## What needs to be done
When a line in the records contains the string "linejoin", copy that line.

* * * * * * *

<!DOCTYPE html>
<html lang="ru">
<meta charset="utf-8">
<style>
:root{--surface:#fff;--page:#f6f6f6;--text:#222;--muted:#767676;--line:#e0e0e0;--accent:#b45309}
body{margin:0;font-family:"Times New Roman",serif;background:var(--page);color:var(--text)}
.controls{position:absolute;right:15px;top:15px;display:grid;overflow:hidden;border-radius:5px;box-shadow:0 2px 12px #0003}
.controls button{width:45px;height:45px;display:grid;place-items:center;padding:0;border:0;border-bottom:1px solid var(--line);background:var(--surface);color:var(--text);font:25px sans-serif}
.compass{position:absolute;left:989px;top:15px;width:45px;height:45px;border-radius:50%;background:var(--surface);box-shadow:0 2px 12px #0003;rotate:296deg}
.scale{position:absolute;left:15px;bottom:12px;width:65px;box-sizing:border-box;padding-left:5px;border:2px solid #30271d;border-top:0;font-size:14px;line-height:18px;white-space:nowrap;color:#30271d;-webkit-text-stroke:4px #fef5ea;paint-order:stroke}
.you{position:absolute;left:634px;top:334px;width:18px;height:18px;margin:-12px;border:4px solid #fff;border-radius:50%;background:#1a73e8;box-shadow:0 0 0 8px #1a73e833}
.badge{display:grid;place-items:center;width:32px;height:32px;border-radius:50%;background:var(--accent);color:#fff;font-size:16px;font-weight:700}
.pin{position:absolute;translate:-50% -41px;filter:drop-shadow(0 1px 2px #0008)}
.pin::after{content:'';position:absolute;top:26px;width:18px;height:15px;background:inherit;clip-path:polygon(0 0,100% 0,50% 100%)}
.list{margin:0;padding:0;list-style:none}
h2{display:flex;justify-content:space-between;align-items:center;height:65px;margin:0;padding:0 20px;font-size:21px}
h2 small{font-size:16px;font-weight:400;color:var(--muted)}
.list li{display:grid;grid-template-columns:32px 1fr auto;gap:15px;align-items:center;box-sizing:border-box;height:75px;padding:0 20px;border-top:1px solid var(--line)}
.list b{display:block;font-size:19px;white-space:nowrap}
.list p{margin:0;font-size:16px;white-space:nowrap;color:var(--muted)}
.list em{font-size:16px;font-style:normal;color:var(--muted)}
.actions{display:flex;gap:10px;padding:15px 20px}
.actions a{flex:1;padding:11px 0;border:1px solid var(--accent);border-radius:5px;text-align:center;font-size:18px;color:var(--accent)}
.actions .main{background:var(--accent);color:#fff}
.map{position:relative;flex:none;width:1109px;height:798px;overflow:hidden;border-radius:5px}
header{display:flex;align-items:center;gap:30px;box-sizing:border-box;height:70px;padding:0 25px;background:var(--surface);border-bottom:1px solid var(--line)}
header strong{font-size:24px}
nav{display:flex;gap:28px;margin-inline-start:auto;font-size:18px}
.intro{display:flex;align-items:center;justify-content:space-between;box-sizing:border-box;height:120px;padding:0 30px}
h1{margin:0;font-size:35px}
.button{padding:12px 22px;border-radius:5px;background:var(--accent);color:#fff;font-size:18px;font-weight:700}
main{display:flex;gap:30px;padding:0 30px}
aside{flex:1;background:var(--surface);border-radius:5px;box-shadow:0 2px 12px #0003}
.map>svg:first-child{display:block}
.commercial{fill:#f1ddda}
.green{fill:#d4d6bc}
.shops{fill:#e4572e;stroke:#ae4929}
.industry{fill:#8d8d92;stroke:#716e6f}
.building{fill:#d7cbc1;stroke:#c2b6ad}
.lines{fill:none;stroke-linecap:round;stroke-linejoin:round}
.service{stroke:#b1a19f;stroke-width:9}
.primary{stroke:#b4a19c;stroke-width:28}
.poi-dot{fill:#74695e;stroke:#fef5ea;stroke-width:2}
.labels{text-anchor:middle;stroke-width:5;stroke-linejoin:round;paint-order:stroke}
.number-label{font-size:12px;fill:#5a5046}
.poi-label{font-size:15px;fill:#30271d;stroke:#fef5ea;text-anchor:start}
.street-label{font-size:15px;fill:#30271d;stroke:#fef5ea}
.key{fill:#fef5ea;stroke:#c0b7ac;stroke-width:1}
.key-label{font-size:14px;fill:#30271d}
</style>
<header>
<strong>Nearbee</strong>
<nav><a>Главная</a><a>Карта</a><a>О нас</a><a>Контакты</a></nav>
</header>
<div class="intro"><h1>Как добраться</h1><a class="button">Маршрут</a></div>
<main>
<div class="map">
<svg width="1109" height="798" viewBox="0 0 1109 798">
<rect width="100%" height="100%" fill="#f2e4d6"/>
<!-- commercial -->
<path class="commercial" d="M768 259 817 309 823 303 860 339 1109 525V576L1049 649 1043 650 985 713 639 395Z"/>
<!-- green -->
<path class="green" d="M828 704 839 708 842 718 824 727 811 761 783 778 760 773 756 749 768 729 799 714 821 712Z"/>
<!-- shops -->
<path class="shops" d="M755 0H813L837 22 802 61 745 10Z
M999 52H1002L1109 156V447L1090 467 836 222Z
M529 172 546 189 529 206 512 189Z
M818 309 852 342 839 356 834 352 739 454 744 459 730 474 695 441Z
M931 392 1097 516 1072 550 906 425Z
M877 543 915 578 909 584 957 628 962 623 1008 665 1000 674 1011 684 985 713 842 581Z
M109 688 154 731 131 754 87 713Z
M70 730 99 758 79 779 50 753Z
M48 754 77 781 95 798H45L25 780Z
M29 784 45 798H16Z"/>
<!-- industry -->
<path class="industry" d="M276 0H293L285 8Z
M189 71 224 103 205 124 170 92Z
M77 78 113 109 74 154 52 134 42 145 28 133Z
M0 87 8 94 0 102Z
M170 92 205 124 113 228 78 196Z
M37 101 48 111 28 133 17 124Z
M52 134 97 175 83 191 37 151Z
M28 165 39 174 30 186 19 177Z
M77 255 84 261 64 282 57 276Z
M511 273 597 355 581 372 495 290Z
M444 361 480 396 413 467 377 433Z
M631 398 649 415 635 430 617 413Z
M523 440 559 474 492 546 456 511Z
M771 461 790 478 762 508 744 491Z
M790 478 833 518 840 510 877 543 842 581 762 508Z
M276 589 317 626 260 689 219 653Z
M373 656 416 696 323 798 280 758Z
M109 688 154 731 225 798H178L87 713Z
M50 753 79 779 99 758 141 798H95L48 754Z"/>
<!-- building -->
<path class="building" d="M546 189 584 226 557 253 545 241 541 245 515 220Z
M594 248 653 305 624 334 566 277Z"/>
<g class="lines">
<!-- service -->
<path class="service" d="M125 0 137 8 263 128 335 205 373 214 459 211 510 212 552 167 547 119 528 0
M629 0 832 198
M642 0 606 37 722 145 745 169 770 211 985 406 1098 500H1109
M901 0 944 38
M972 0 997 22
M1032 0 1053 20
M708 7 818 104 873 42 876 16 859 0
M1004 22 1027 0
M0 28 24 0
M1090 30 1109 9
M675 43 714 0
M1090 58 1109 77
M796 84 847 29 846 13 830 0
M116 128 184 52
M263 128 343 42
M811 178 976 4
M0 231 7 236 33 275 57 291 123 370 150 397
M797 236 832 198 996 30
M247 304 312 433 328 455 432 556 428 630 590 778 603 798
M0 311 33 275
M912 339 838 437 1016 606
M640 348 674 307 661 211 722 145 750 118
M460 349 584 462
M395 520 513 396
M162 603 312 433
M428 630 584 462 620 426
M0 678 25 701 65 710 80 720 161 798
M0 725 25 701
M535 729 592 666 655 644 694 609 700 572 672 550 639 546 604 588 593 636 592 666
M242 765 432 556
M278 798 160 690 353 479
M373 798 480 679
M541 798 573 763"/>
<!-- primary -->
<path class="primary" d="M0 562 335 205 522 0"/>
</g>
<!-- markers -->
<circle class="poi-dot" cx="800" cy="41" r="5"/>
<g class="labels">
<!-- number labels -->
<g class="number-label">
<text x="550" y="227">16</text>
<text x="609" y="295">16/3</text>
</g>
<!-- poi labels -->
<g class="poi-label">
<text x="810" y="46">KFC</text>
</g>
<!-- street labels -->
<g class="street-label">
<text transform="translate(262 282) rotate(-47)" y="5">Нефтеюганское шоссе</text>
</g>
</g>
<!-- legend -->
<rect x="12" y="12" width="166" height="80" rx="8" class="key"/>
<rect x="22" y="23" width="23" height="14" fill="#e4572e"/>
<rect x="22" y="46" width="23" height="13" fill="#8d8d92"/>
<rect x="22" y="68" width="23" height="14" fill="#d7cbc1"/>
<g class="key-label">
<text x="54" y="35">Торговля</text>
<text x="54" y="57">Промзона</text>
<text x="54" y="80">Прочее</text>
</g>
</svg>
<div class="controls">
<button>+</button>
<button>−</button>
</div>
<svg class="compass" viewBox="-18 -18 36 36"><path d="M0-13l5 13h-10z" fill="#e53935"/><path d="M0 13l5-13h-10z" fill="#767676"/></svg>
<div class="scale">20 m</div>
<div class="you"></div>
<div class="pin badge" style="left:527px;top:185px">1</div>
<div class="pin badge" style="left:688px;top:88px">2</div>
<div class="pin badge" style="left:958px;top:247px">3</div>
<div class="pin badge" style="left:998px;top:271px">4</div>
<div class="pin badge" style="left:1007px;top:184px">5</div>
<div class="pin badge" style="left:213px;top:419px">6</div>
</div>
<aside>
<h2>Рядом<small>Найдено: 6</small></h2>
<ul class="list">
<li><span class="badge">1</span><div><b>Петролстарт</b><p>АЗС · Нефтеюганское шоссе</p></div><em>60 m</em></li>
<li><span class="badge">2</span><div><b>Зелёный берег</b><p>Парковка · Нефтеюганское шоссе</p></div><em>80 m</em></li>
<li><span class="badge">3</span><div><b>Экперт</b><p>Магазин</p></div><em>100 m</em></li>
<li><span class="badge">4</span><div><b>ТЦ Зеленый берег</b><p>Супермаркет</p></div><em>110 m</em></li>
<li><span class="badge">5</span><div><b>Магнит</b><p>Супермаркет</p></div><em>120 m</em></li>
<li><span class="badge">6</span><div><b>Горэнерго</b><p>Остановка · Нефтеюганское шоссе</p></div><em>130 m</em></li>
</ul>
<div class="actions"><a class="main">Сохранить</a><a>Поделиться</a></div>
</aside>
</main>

* * * * * * *

## The completed task
.lines{fill:none;stroke-linecap:round;stroke-linejoin:round}
.labels{text-anchor:middle;stroke-width:5;stroke-linejoin:round;paint-order:stroke}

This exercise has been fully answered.